> _Work to be completed_: From the entries below, copy every line that has the word "hidden".
:: Listed records ::
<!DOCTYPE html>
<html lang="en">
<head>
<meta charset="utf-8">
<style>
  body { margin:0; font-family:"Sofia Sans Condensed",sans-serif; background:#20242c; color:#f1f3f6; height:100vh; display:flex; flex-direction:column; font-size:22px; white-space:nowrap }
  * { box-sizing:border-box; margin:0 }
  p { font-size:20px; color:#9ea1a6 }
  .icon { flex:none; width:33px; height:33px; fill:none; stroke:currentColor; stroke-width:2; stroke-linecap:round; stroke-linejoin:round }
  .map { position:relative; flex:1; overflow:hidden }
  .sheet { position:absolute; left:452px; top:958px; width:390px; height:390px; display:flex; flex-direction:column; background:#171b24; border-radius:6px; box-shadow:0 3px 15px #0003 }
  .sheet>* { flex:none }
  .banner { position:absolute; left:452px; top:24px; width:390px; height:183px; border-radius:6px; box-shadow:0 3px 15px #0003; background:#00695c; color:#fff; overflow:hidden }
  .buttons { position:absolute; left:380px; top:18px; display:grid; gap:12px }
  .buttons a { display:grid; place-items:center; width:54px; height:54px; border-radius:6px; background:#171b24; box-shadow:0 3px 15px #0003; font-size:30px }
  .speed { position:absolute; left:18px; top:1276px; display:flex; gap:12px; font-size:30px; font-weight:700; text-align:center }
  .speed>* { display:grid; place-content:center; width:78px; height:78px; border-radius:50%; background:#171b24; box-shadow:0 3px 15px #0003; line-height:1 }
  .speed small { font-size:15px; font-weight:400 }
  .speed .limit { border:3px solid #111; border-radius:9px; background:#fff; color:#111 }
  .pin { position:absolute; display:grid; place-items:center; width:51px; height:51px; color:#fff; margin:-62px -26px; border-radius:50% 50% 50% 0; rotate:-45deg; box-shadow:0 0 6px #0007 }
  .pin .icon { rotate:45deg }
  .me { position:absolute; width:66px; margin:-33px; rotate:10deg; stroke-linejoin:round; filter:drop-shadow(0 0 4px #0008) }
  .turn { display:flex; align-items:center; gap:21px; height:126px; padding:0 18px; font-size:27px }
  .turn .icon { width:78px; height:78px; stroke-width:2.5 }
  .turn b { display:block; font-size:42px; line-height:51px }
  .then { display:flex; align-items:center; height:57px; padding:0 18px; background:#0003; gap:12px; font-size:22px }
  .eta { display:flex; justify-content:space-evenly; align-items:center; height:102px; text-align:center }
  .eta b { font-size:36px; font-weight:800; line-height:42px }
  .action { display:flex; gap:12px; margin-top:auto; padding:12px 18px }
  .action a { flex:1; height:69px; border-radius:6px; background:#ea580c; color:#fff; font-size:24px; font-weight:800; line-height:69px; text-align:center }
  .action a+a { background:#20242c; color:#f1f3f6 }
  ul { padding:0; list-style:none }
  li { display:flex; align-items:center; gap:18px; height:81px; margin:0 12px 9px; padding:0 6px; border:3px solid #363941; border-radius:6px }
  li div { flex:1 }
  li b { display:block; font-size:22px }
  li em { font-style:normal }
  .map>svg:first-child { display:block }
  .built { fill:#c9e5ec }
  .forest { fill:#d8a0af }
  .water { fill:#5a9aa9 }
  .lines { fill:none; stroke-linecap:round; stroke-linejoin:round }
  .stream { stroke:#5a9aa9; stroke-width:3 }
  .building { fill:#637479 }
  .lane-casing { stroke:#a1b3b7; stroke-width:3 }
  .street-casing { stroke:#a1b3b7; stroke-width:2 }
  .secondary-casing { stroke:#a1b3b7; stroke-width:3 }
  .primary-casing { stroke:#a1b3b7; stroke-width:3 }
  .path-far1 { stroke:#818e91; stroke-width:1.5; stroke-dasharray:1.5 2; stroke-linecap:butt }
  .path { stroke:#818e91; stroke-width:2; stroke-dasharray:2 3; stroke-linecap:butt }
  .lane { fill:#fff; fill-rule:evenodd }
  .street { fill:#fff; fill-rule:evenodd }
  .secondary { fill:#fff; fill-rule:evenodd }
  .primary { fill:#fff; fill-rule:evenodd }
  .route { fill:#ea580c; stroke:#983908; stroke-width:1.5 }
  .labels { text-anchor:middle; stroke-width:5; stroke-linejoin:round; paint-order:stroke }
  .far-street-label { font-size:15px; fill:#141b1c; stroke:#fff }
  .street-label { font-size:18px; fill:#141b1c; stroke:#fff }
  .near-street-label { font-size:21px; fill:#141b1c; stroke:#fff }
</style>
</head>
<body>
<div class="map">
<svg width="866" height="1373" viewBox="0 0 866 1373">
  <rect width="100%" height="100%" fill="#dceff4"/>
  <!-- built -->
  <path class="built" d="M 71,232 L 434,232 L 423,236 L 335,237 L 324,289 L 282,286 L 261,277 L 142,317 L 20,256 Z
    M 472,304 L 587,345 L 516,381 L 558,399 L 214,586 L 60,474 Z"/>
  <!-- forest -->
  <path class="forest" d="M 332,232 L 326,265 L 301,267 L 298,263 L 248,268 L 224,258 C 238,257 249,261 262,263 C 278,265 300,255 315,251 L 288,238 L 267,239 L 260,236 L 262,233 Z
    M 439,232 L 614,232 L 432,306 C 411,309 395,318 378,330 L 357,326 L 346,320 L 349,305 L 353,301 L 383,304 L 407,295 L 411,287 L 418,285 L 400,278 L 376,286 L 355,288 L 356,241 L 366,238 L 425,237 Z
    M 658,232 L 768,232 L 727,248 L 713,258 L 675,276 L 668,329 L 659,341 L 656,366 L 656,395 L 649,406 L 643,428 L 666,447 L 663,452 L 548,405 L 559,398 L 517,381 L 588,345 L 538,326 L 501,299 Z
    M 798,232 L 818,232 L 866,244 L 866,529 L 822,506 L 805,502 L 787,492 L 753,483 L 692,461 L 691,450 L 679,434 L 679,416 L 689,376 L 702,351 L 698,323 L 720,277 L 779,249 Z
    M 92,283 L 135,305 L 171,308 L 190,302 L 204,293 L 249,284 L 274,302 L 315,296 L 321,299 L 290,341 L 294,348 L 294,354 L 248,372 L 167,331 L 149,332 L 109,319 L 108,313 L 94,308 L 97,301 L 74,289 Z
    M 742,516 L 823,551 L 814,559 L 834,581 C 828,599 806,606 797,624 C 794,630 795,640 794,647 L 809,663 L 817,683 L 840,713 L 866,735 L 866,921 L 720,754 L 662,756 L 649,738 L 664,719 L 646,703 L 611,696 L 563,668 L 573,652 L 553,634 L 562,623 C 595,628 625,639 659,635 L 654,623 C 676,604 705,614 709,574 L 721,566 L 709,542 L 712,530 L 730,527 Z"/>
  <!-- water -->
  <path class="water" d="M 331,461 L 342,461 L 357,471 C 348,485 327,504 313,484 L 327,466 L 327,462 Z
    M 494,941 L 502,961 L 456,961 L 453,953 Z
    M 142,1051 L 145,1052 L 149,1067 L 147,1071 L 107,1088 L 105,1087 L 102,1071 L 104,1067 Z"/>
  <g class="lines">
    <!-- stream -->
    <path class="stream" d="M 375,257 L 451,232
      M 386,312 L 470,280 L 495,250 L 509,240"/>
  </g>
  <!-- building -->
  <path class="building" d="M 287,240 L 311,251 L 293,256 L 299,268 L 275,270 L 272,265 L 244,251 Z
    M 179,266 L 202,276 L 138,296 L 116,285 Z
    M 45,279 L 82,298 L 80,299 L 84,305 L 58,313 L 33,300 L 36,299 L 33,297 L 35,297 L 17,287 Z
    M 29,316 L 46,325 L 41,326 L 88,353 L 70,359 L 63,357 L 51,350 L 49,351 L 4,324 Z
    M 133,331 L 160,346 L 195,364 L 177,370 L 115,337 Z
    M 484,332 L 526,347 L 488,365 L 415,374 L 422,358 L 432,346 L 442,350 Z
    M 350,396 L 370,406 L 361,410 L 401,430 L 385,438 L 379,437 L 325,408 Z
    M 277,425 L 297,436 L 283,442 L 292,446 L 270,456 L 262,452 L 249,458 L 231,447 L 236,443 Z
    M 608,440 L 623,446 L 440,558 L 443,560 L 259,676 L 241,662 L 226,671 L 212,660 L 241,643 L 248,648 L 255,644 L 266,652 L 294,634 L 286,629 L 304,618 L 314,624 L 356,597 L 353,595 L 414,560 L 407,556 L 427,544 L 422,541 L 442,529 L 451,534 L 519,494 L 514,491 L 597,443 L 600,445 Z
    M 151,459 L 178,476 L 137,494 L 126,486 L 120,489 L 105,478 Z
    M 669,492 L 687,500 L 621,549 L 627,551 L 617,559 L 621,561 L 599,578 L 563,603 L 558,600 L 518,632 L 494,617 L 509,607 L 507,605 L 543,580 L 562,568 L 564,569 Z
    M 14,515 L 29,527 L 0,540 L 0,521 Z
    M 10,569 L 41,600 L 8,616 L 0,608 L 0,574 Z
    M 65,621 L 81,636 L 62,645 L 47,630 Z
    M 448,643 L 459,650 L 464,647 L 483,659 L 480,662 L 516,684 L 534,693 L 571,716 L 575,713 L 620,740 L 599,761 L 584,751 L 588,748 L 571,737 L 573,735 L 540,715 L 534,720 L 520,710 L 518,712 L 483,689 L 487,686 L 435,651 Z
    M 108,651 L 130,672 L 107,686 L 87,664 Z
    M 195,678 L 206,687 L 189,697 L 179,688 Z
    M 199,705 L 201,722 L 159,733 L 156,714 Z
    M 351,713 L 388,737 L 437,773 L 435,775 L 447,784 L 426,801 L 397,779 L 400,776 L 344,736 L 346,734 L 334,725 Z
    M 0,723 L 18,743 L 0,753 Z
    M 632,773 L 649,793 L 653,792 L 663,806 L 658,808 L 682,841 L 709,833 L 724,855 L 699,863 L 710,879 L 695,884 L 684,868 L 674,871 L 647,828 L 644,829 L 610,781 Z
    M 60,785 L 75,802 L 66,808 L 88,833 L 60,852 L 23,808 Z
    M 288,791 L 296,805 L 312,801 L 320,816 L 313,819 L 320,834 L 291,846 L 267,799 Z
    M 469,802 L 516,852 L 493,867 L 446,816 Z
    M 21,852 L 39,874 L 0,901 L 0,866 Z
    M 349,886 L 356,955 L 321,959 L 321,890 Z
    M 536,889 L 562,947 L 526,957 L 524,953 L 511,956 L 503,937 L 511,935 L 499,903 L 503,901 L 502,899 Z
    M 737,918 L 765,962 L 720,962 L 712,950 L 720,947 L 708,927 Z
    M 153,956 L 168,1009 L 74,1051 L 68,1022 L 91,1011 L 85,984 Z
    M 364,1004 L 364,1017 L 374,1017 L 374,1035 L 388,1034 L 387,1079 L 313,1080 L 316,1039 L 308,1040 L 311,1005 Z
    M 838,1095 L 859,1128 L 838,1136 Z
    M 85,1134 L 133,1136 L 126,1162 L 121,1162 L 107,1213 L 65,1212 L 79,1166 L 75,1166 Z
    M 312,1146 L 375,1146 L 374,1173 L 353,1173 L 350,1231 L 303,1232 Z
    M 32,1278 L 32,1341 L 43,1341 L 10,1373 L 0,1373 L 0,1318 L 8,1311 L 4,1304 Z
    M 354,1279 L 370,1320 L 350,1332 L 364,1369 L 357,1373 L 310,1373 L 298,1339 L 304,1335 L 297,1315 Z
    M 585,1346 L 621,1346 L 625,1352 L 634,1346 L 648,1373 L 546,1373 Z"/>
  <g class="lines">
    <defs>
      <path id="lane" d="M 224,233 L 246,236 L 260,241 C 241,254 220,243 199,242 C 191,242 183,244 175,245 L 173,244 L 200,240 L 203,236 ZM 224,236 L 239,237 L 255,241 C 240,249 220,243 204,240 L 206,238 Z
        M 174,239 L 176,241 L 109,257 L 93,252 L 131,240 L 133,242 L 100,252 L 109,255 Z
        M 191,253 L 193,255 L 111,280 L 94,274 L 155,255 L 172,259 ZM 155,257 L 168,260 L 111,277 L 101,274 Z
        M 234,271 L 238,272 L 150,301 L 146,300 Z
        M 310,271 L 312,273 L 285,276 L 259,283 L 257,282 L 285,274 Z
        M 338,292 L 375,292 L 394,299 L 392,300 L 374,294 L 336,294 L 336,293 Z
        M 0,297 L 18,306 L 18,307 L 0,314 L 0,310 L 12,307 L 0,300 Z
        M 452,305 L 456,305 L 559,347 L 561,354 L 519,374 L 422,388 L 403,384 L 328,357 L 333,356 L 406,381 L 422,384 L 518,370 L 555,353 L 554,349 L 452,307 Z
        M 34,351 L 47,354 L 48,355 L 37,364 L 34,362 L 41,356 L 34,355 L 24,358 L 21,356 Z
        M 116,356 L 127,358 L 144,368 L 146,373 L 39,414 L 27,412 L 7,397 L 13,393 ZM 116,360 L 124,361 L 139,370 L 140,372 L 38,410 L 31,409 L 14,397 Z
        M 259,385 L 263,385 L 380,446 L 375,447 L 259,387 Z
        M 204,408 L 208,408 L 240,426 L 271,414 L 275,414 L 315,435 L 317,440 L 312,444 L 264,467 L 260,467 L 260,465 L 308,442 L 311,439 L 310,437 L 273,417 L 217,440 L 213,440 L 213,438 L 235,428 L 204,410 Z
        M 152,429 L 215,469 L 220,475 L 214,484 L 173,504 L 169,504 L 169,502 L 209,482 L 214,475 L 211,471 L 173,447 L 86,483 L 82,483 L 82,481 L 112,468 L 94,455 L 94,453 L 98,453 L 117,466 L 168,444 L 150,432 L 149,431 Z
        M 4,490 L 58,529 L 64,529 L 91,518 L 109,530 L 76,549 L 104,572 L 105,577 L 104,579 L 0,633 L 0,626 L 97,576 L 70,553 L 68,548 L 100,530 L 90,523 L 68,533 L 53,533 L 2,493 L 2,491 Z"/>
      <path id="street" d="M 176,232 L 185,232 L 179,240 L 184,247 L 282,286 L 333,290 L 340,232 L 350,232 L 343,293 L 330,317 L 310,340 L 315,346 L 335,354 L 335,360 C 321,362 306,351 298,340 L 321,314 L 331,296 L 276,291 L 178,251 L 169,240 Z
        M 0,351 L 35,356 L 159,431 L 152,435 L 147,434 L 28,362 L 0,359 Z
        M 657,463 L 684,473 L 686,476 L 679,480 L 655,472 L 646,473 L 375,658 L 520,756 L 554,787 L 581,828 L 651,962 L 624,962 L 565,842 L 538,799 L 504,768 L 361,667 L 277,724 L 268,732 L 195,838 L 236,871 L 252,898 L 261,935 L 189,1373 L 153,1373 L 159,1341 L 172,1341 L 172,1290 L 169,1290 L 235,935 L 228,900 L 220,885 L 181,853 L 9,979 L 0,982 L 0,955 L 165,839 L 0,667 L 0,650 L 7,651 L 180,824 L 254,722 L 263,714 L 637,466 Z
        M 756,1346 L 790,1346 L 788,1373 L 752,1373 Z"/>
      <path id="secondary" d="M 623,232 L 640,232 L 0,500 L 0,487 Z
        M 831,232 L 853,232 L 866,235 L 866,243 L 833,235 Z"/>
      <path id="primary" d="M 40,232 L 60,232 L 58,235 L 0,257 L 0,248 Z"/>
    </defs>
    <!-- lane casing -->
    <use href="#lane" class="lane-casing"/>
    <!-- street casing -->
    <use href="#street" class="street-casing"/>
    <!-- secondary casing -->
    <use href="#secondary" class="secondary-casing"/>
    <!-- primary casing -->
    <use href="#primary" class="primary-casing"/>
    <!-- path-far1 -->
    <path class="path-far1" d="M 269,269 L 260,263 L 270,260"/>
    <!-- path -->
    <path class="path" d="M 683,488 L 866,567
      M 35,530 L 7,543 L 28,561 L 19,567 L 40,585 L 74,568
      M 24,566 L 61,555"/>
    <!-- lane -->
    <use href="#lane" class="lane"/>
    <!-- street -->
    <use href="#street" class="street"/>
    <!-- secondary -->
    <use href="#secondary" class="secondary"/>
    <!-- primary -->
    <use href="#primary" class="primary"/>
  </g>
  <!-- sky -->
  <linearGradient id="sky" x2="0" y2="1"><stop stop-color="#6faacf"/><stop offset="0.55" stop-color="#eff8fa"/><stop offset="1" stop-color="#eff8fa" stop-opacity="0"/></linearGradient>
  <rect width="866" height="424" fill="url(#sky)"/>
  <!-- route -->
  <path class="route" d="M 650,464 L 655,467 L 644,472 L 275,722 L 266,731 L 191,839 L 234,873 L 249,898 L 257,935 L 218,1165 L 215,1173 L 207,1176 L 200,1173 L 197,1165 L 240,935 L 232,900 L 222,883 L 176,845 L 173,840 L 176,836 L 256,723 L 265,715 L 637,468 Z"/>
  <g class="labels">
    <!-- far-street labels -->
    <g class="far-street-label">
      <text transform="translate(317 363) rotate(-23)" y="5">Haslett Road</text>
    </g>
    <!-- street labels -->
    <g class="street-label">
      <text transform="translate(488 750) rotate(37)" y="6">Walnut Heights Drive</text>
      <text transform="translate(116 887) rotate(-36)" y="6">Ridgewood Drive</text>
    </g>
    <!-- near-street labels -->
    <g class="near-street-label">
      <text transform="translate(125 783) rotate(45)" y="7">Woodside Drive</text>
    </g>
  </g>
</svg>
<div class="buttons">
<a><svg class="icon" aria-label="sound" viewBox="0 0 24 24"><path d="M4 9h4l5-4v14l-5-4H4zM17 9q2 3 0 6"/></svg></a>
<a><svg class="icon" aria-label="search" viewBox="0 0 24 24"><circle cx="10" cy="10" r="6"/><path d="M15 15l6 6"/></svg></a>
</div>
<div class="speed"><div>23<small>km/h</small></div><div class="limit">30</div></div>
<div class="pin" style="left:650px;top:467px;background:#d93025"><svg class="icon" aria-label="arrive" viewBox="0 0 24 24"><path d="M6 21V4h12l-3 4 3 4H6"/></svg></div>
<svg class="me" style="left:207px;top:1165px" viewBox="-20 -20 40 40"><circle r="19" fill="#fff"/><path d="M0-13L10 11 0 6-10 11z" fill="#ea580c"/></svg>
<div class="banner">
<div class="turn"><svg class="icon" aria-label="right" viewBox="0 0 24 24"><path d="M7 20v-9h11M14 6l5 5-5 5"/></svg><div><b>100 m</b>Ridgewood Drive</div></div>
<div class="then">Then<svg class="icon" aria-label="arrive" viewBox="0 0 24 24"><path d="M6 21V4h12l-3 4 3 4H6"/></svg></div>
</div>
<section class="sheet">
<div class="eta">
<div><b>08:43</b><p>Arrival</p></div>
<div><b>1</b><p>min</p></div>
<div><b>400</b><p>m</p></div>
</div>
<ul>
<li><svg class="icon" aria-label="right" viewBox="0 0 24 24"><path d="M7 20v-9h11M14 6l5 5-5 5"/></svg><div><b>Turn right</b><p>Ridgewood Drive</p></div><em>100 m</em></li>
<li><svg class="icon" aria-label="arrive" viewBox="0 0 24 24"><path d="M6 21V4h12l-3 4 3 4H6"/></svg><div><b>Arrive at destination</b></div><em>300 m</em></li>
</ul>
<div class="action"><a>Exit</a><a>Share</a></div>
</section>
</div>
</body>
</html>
:::
> _Output of the task_:
  .map { position:relative; flex:1; overflow:hidden }
  .banner { position:absolute; left:452px; top:24px; width:390px; height:183px; border-radius:6px; box-shadow:0 3px 15px #0003; background:#00695c; color:#fff; overflow:hidden }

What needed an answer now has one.